After you configure network environments and resources and add data sources to DataWorks, you can create and run a real-time data sync node to synchronize data between the data sources. This topic describes how to create a real-time data sync node and view the status of the node.

Prerequisites

Before you create a real-time data sync node, make sure that the following operations are performed:

Limits

  • DataWorks allows you to use only exclusive resource groups for Data Integration to run real-time data sync nodes.

  • Real-time data sync nodes support the following data sources and data conversion methods:
    • Sources: MySQL Binlog, DataHub, LogHub, Kafka, PolarDB, and SQL Server
    • Destinations: MaxCompute, Hologres, Elasticsearch, DataHub, and Kafka
    • Data conversion methods: data filtering, string replacement, and data de-identification
  • The following rules must be observed when you configure a real-time data sync node:
    • You can synchronize data from one or more source tables to a single destination table. If you want to synchronize data to multiple destination tables, you must create a real-time data sync node for each destination table.
    • You can synchronize data from multiple tables to a single destination table only when the source is MySQL Binlog or SQL Server. The types and schemas of the source tables must be the same. For example, all the source tables are MySQL Binlog tables.
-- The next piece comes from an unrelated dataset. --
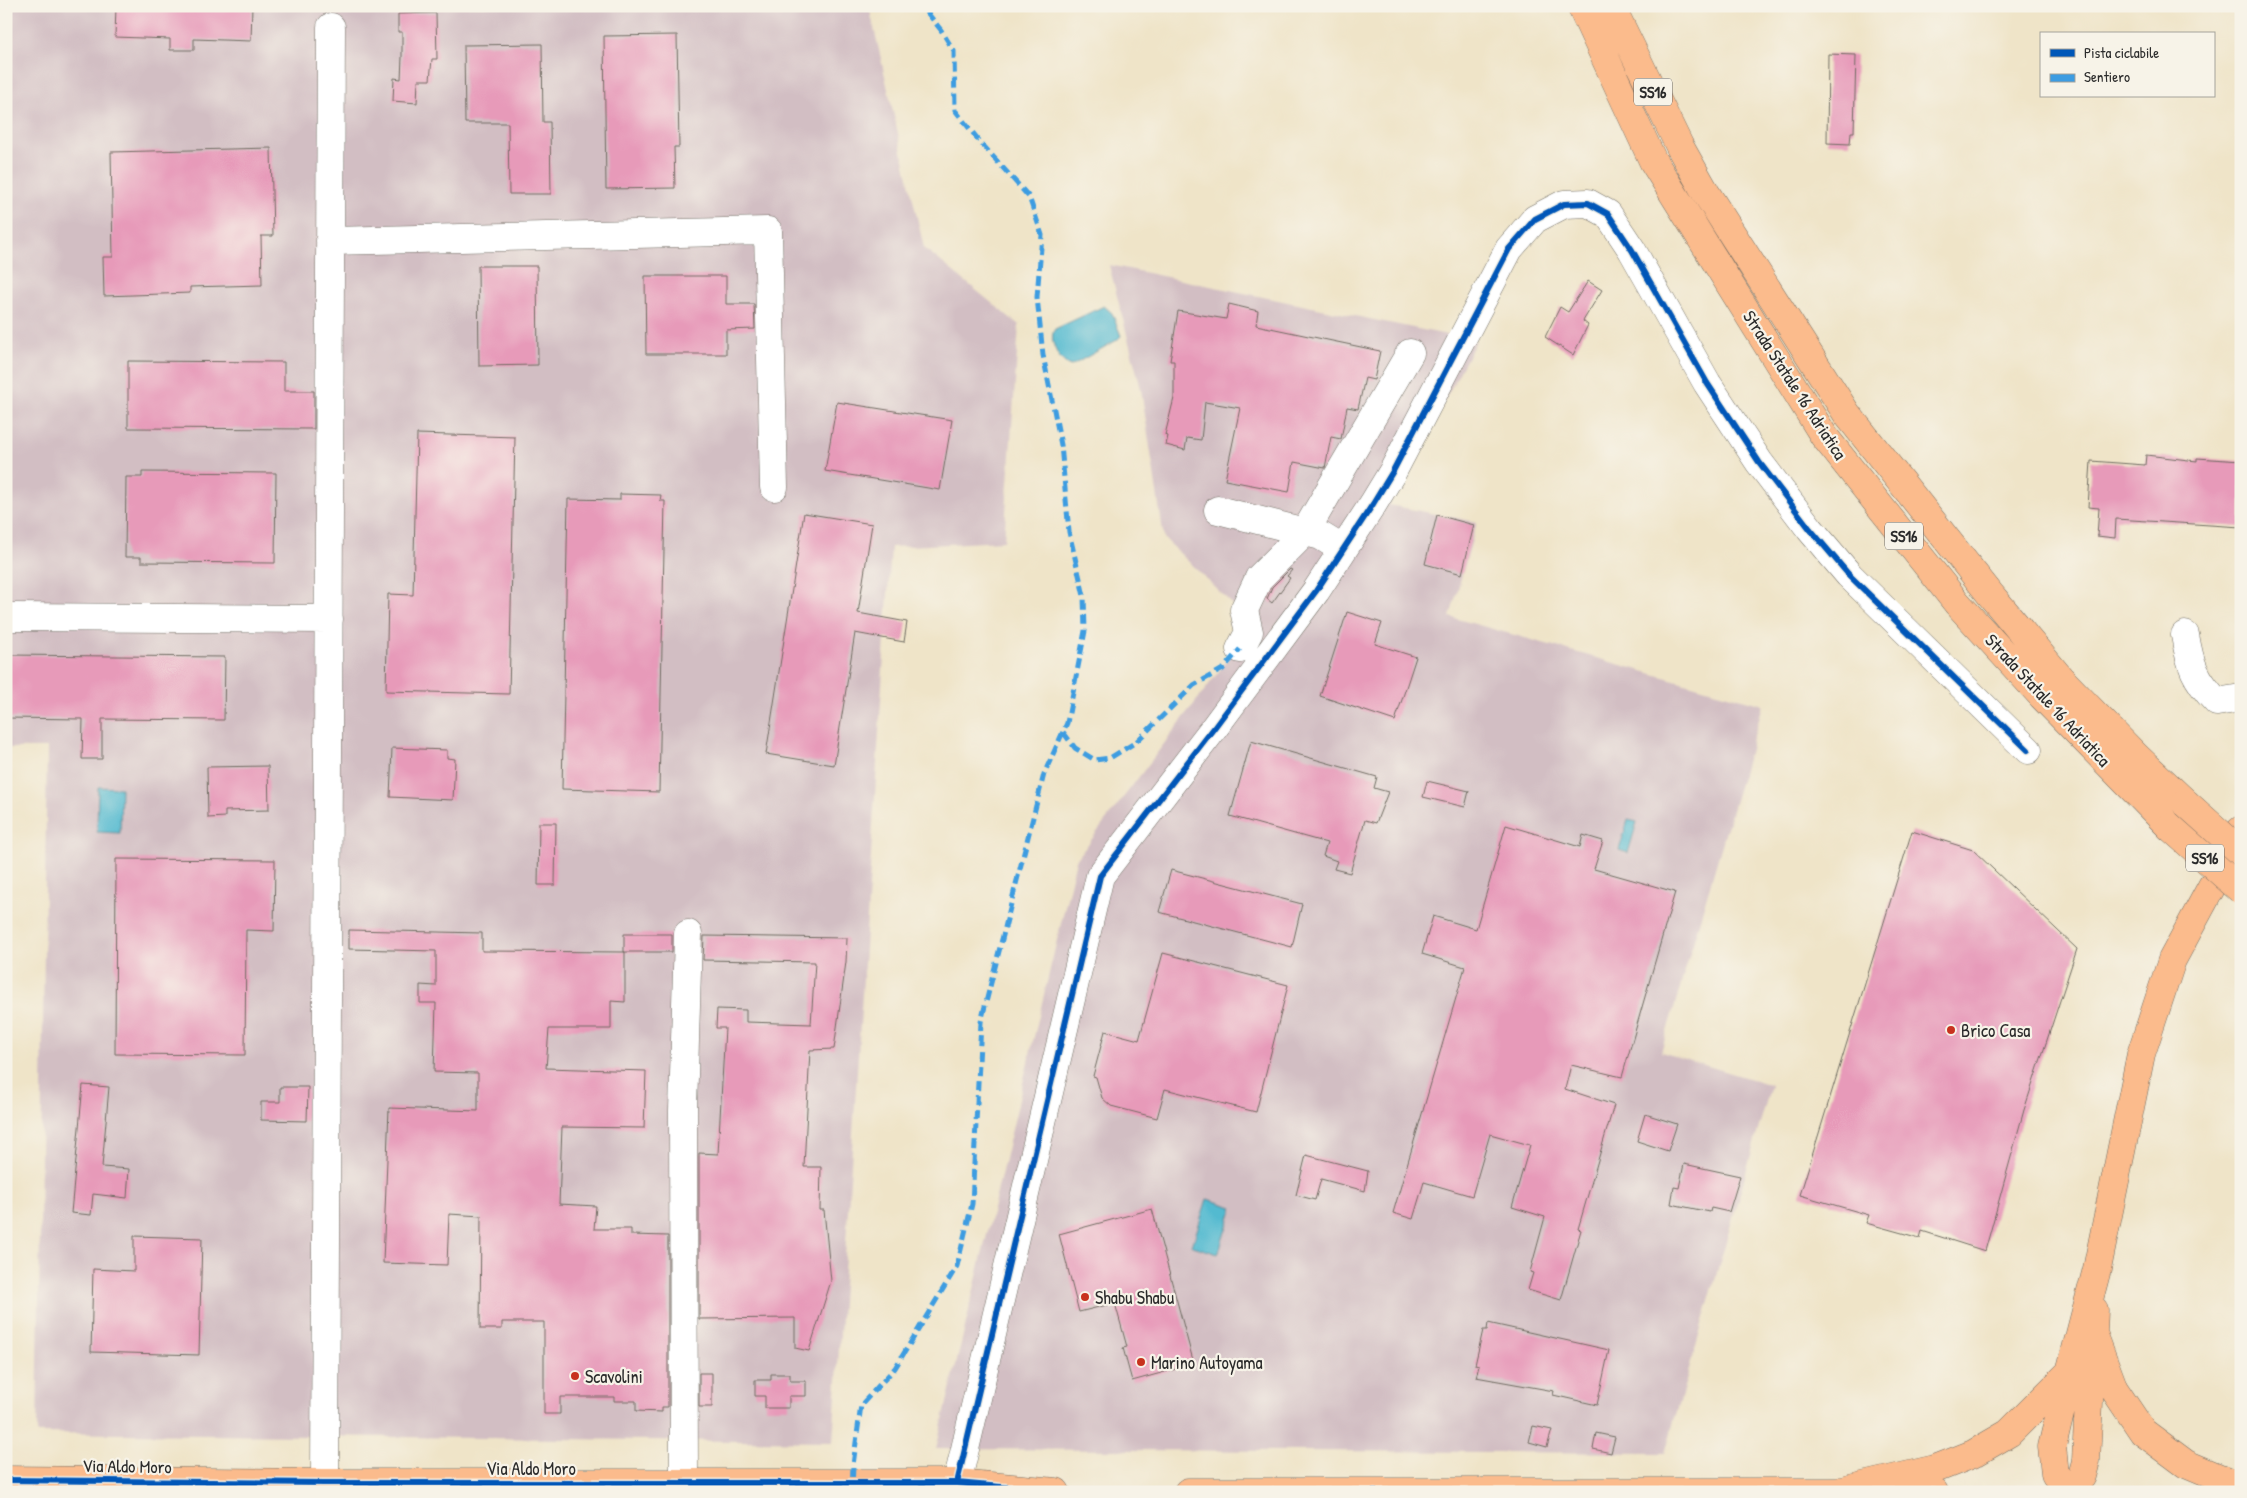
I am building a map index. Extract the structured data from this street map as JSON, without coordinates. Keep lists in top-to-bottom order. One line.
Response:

Create a real-time data sync node

  1. Log on to the DataWorks console.
  2. In the left-side navigation pane, click Workspaces.
  3. After you select the region in which the workspace that you want to manage resides, find the workspace and click Data Analytics in the Actions column.
  4. Create a workflow.
    If you have a workflow, skip this step.
    1. Move the pointer over the Create icon and select Workflow.
    2. In the Create Workflow dialog box, set the Workflow Name parameter.
    3. Click Create.
  5. Create a real-time data sync node.
    1. On the DataStudio page, move the pointer over the Create icon icon and choose Data Integration > Real-time synchronization.
      Alternatively, find the workflow in which you want to create a real-time data sync node and right-click the Data Integration. From the shortcut menu, choose Create > Real-time synchronization.
    2. In the Create Node dialog box, set the parameters. Create a real-time data sync node to synchronize data in a single table
      Parameter Description
      Node Type The type of the node. Default value: Real-time synchronization.
      Sync Method Set this parameter to End-to-end ETL. This method is used to synchronize data from one or more source tables to a destination table in real time. You can convert data types during synchronization.
      Note
      • You can synchronize data from one or more source tables to a single destination table. If you want to synchronize data to multiple destination tables, you must create a real-time data sync node for each destination table.
      • You can synchronize data from multiple tables to a single destination table only when the source is MySQL Binlog or SQL Server. The types and schemas of the source tables must be the same. For example, all the source tables are MySQL Binlog tables.
      Node Name The name of the node. The name must be 1 to 128 characters in length and can contain letters, digits, underscores (_), and periods (.).
      Location The folder in which the real-time data sync node is stored.
    3. Click Commit. You are navigated to the configuration tab of the real-time data sync node.
  6. Select a resource group.
    1. On the right side of the configuration tab, click the Basic Configuration tab.
    2. In the panel that appears, select the resource group that you want to use from the Resource Group drop-down list.
      Note

      DataWorks allows you to use only exclusive resource groups for Data Integration to run real-time data sync nodes.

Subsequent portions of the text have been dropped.